What needs to be done
Report all lines of the data below that hold the word "buttons".

Material for the task
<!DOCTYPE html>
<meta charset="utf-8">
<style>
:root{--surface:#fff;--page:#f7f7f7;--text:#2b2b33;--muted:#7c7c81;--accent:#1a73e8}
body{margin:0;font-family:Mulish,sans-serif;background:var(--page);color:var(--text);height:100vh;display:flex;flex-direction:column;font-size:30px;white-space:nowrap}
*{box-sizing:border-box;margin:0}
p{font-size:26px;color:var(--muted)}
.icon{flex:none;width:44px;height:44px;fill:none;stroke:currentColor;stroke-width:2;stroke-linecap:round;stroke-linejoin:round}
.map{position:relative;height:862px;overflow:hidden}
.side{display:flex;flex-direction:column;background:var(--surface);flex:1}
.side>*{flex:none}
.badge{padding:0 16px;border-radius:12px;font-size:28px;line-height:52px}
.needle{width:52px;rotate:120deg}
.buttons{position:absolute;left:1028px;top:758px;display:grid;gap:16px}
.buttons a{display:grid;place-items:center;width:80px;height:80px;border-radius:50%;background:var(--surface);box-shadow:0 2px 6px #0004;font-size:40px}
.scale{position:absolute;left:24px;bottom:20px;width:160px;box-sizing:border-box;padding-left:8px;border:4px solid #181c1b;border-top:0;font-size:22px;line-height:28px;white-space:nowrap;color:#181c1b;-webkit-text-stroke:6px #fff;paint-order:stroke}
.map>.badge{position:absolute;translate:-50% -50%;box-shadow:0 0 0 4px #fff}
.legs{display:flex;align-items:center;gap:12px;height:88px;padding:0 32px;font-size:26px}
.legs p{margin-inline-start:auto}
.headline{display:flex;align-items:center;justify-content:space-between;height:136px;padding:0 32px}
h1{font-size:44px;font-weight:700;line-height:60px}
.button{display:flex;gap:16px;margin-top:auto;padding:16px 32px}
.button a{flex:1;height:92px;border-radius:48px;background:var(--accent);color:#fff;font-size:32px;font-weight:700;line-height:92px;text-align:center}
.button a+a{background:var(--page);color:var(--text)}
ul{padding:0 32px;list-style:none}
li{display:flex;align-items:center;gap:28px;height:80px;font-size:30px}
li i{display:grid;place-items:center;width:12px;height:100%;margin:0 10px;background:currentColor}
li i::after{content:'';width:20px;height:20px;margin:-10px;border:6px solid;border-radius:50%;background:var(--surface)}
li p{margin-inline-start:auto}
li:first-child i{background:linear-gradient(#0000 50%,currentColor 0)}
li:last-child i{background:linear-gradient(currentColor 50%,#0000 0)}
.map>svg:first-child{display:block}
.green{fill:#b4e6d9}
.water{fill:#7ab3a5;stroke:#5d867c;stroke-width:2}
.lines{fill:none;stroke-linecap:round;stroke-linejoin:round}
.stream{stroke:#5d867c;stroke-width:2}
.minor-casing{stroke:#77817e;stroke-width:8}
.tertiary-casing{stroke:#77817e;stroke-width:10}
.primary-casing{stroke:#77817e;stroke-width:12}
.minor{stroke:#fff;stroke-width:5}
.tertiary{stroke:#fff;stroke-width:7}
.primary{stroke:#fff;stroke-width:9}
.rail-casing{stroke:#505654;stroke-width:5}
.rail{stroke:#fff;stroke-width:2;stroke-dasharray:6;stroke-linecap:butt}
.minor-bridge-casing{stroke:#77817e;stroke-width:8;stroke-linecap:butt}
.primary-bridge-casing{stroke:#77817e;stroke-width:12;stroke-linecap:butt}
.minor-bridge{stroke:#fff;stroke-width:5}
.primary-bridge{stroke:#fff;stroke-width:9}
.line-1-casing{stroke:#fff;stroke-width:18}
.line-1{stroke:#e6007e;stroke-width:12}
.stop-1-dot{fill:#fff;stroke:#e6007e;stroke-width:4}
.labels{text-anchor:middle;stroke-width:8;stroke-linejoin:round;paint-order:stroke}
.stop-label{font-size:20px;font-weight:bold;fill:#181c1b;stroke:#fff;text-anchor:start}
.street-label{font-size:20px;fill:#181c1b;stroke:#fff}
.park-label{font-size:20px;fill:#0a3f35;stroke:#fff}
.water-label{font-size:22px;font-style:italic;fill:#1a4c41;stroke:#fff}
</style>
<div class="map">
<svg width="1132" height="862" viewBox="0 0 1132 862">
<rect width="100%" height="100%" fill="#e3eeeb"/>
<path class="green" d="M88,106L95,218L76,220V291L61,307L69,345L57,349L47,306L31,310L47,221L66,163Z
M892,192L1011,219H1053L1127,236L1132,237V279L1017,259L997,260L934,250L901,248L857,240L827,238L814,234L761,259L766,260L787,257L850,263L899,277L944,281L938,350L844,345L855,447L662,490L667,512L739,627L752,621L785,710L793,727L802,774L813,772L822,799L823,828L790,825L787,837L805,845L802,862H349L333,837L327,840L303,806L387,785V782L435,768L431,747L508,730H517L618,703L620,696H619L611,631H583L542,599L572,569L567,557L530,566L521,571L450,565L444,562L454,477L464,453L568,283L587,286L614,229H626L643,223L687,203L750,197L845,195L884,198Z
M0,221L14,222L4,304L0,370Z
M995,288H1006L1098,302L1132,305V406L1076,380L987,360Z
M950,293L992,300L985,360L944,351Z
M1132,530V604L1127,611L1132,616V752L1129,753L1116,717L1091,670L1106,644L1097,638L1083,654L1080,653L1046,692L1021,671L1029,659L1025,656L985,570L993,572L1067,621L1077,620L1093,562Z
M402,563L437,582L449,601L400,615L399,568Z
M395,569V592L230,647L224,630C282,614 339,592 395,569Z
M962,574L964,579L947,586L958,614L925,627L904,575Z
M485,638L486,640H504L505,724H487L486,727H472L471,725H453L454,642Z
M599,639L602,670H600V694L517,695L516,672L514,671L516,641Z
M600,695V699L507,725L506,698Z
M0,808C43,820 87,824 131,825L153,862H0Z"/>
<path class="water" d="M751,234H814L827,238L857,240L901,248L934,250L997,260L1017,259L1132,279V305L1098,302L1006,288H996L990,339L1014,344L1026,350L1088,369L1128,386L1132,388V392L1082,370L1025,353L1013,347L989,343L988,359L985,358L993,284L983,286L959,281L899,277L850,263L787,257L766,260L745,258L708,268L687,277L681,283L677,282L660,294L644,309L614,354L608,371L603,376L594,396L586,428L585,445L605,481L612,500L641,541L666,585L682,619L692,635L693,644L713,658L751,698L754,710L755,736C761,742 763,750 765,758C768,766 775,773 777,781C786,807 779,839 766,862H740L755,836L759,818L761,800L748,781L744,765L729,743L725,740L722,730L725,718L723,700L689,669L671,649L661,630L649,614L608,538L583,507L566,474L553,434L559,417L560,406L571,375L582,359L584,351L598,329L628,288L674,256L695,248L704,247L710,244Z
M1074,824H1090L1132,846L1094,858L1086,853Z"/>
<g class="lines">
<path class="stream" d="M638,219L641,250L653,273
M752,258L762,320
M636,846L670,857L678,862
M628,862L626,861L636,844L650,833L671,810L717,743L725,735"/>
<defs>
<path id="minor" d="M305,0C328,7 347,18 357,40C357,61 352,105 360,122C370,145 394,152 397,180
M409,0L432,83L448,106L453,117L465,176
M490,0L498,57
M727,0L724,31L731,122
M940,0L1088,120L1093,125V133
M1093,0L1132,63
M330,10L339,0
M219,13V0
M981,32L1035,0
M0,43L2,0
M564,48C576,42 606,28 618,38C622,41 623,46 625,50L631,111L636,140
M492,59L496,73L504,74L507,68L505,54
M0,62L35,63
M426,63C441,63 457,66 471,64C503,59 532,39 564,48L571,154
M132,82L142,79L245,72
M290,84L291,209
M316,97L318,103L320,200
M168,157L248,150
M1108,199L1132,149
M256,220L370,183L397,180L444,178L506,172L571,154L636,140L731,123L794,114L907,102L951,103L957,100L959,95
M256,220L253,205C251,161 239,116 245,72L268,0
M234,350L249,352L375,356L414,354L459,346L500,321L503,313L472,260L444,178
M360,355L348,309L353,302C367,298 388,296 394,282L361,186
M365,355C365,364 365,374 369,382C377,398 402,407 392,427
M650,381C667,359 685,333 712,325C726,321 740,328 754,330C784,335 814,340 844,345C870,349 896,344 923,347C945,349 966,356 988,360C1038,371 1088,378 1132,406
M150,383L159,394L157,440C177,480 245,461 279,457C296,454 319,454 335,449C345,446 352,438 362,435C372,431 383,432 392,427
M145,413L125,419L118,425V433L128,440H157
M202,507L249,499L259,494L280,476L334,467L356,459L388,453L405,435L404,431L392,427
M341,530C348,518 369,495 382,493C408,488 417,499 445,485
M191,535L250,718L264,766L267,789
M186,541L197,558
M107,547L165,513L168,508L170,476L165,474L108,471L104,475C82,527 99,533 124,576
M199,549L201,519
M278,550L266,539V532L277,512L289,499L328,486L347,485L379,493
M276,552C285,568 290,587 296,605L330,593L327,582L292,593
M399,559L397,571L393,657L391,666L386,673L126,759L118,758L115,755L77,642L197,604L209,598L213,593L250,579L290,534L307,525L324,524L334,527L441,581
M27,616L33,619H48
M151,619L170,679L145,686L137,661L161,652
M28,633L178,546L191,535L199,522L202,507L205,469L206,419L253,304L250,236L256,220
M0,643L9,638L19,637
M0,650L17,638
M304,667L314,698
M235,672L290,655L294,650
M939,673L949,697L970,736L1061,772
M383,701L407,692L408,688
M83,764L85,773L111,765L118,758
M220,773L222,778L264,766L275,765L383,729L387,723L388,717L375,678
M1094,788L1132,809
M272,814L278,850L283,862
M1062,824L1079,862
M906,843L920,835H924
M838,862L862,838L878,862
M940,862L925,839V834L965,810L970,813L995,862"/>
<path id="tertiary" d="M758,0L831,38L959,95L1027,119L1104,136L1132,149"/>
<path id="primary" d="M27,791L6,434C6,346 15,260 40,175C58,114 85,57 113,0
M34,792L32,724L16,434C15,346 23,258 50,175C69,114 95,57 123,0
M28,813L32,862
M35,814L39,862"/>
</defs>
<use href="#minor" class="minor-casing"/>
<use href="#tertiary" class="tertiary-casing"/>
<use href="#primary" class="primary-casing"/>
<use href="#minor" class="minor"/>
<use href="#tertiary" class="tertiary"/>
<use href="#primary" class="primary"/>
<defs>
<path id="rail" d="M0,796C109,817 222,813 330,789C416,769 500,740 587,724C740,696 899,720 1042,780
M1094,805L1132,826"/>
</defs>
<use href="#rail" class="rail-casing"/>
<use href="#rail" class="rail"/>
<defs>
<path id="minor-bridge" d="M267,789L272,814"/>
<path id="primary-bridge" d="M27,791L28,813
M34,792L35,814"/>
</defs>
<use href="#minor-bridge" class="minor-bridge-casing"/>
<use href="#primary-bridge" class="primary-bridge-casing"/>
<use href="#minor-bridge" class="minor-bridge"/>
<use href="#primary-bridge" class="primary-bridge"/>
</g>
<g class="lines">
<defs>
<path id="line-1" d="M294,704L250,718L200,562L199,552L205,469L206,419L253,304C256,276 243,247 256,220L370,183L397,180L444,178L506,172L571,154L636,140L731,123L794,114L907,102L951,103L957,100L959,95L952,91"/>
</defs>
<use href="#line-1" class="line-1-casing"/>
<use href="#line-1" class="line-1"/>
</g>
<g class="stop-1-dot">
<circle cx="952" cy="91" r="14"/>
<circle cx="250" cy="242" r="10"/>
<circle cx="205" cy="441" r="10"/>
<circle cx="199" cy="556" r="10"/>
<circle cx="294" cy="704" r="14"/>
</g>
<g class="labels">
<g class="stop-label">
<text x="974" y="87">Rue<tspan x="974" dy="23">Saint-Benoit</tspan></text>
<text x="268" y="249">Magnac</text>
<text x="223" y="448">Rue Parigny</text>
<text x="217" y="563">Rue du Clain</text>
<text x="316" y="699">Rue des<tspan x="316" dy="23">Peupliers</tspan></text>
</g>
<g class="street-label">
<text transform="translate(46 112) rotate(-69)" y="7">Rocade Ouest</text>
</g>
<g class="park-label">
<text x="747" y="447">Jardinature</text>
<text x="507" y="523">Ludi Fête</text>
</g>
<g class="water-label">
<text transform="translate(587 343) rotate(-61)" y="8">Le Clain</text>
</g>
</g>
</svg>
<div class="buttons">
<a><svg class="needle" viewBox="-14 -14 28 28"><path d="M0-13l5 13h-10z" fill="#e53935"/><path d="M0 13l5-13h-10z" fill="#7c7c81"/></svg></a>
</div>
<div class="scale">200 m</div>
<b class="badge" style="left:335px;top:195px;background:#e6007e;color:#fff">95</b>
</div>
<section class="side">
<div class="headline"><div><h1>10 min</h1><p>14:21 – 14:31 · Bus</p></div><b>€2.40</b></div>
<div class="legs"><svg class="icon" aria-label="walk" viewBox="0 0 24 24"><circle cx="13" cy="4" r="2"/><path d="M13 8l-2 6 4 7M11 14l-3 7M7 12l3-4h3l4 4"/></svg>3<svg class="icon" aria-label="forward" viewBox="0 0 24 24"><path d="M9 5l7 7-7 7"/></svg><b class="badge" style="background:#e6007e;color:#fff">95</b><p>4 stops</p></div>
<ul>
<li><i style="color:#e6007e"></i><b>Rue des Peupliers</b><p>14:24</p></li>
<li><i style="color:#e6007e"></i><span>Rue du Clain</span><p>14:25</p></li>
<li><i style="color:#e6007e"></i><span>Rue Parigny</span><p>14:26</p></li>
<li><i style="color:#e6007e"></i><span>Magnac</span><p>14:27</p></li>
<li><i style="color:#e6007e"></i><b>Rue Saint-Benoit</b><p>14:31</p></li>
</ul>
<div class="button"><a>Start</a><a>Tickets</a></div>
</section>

Answer
.buttons{position:absolute;left:1028px;top:758px;display:grid;gap:16px}
.buttons a{display:grid;place-items:center;width:80px;height:80px;border-radius:50%;background:var(--surface);box-shadow:0 2px 6px #0004;font-size:40px}
<div class="buttons">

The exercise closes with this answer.